HSBC — one of the two most pivotal banks in the global financial system, according to regulators, alongside JPMorgan Chase — exudes permanence.

Its buildings are guarded by lions cast in bronze that passersby touch for luck. HSBC has never been bailed out, nationalized or bought, a claim no other megabank can make. It has not made a yearly loss since its foundation in 1865. While its peers took emergency loans from central banks in the crisis of 2008-10, HSBC, long on cash, supplied liquidity to the financial system.

Yet behind that invincible aura lurks an insecurity: Where is home?

When Western and Indian merchants founded the bank in Asia in 1865, they considered basing it in Shanghai before settling on Hong Kong. Faced with wars, revolutions and the threat of nationalization, the bank has chosen or been compelled to move its headquarters, or debated it, in 1941, 1946, 1981, 1986, 1990, 1993, 2008 and 2009.

HSBC believes its itinerancy explains its survival. Countries and regimes come and go. The bank endures. Now it's decision time again. The results of a 10-month review of its domicile are likely to be announced on Feb. 22. The main choice is between staying in London — where HSBC shifted its holding company in 1990-93, in anticipation of the return of Hong Kong to Chinese sovereignty in 1997 — or going back to its place of birth.

The decision is partly about technicalities: tax, regulation and other costs. But it also reflects big themes: London's status as a financial center, the dominance of the dollar and Hong Kong's financial, legal and political autonomy from mainland China, which is supposedly protected until 2047 under the pledge of "one country, two systems." HSBC's return would be a coup for China when its economic credibility is low. For Britain, the departure of its largest firm would be an embarrassment.

That HSBC is considering moving at this moment may seem astonishing; it is knee-deep in a restructuring. Since taking the helm in 2011, Stuart Gulliver has reversed the empire-building that took place in the 2000s to refocus the bank on financing trade. He has sold 78 businesses and almost halved the bank's exposure to the U.S. Vast sums have been spent on compliance systems after HSBC was fined for money-laundering in Mexico.

The group's return on equity hovers at 8 percent to 11 percent, poor by its standards but on a par with JPMorgan Chase. Outside Asia, returns are about 5 percent. To raise them, Gulliver is inflicting a new dose of austerity, with big cuts at its investment bank. Retreat from the Western hemisphere has freed resources for Asia, where risk-weighted assets have soared by half since 2010.

HSBC's seesawing skew toward Asia is one of four factors that explain its 151-year quandary over where it should be based. The others are the ethnicity of its managers, Britain's love-hate relationship with finance and the status of Hong Kong.

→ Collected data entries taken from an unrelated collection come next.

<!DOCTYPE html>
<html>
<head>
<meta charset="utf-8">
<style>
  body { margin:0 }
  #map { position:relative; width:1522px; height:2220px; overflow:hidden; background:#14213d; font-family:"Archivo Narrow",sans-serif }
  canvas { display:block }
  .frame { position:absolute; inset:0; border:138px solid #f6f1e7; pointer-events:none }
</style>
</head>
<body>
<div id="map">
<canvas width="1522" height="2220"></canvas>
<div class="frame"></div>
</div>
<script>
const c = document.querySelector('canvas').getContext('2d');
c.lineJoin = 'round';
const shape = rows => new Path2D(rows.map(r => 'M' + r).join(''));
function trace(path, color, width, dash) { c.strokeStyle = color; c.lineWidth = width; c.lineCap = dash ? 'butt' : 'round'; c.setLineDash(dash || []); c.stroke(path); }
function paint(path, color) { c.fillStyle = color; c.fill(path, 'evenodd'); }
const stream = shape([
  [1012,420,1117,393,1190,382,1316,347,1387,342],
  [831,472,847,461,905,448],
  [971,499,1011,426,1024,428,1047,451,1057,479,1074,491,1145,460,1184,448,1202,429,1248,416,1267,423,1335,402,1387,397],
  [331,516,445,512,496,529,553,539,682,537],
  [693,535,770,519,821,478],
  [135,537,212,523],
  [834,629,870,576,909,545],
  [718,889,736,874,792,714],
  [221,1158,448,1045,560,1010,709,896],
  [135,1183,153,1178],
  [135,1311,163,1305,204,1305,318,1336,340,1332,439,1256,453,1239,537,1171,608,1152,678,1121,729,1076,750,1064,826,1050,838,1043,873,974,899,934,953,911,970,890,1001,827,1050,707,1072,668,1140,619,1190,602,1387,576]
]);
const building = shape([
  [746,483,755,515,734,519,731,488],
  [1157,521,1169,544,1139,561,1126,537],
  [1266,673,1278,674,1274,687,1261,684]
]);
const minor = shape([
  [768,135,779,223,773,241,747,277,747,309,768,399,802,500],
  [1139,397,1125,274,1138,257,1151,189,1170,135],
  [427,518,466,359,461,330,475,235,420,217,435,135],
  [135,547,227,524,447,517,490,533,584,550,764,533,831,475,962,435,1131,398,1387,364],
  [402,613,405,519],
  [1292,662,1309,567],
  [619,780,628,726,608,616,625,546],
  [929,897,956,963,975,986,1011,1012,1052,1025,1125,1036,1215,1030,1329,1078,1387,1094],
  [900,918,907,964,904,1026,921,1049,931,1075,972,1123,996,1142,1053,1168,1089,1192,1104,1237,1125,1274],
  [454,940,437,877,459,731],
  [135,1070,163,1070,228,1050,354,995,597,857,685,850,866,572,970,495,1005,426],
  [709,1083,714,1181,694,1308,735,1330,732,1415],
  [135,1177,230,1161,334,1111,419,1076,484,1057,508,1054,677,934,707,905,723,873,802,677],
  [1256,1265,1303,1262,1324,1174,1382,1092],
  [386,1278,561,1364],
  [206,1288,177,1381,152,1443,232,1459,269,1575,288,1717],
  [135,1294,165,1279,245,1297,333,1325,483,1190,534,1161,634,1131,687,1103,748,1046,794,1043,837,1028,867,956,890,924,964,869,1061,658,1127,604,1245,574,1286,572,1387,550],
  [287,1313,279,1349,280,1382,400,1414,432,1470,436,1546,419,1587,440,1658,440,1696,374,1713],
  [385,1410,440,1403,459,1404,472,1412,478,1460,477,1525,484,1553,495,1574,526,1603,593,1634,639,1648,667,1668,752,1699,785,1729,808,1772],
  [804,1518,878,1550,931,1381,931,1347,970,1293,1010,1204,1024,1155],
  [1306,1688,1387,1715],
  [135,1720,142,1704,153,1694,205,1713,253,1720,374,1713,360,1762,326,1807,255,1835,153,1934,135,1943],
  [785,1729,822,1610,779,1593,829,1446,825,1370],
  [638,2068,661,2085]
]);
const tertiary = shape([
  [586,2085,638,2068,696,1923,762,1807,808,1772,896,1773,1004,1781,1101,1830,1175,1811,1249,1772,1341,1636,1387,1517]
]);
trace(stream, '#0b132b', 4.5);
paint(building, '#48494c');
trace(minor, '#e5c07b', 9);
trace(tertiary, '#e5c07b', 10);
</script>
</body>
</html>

In the 1980s, all four pointed to London. The bank was diversifying into America and Europe (by 2004 Asia yielded just a third of profits). London felt natural to the cadre of expatriate Brits that ran it. Britain was welcoming, particularly after HSBC bought Midland, a local lender. And HSBC was cushioned from the danger that China would rip up the agreement over Hong Kong.

Three of the factors now point back toward Asia. Asia yields 60 percent of profits. This could rise to 75 percent. Gulliver plans a big push in China's Pearl River delta. Rising interest rates would boost lending margins most in Asia, which has a surplus of deposits, which need not be re-priced as quickly as debt. HSBC is far more Asian than its Western rivals. Not even a hard landing in China, a banking crisis there or a devaluation of the yuan would alter that.

In addition, HSBC's management is now multinational, although its board has too few Asians on it.

And Britain has gotten hostile. Briefly after the crisis, public and elite opinion distinguished between the British banks that blew up and those that did not. Having a bank so plugged into emerging markets was seen as strategically helpful. But now HSBC (cumulative profits of $101 billion since 2007) is often lumped in with the likes of Royal Bank of Scotland (cumulative losses of $80 billion), a target of attacks from foaming parliamentary committees and a hatchet-wielding media.

Critics worry that British depositors and taxpayers subsidize the bank by funding its foreign operations and implicitly guaranteeing its liabilities.

What about the fourth factor, Hong Kong? It has changed a lot in recent decades. The skyscrapers of China's opaque lenders, Bank of China and ICBC, now loom over HSBC's building, beneath which prodemocracy protesters camped during the Occupy Central movement.

A move to Hong Kong is a risk for HSBC. It is a bet that China will grow, but that its legal and financial systems will remain backward enough that Hong Kong will still have a vital role as the mainland's first-world entrepôt. It is a bet that mainland officials will ultimately respect the principle of "one country, two systems."

In Hong Kong, HSBC would be a catastrophic mistake away from losing its independence — but then the bank has never made a catastrophic mistake. Viewed from an insular Britain, Hong Kong is dangerous and alluring, just as it was 151 years ago.